ABOUT THIS TASK
For each line below that contains the word "road", make a copy.

RAW DATA
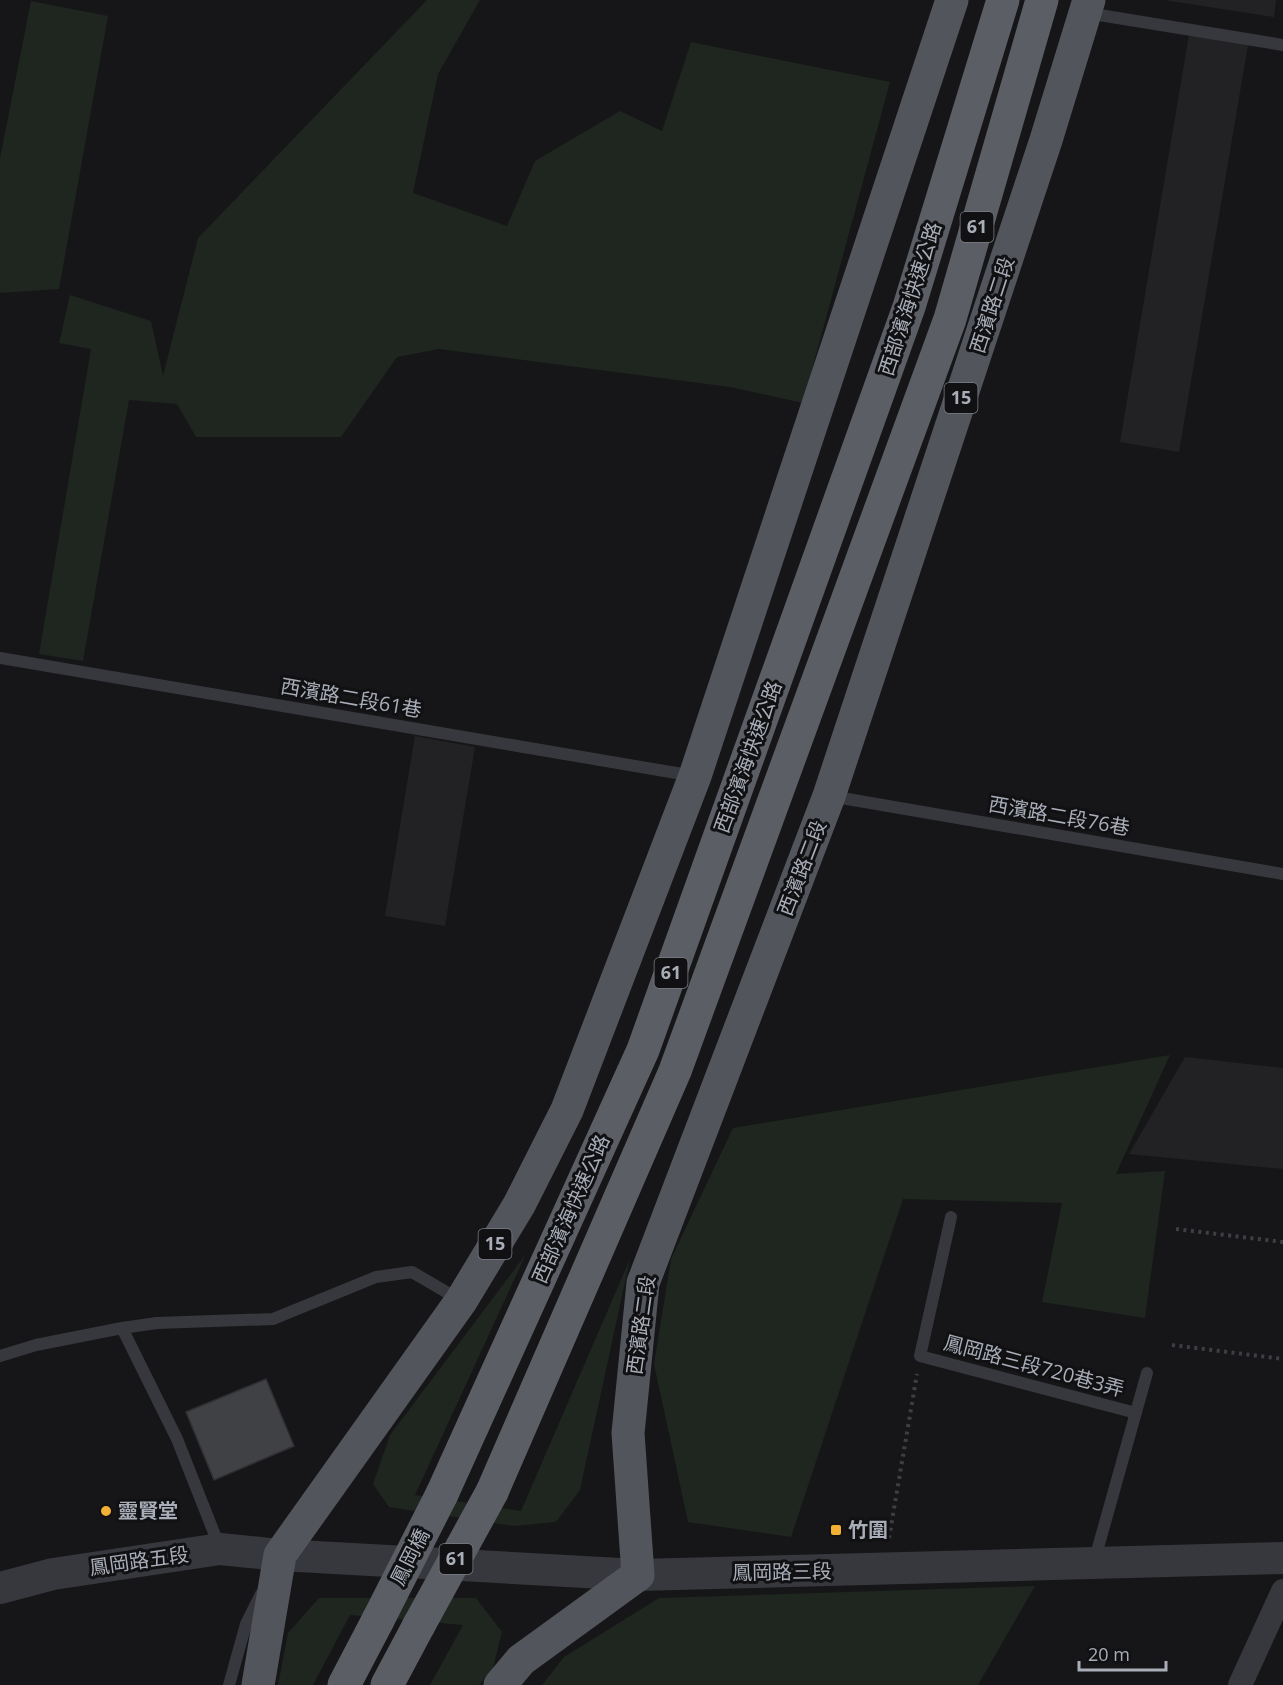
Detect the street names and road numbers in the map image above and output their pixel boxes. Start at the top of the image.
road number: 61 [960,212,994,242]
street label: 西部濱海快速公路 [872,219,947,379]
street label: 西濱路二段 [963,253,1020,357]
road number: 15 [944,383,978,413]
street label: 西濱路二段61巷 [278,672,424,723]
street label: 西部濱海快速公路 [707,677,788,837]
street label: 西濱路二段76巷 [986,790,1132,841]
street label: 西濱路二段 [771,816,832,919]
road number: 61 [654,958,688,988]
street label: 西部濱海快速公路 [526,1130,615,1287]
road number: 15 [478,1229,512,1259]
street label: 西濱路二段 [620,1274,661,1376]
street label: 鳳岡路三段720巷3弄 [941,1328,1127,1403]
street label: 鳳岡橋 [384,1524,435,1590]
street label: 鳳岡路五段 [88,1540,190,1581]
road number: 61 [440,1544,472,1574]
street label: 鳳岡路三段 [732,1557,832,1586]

ANSWER SPACE
Detect the street names and road numbers in the map image above and output their pixel boxes. Start at the top of the image.
road number: 61 [960,212,994,242]
road number: 15 [944,383,978,413]
road number: 61 [654,958,688,988]
road number: 15 [478,1229,512,1259]
road number: 61 [440,1544,472,1574]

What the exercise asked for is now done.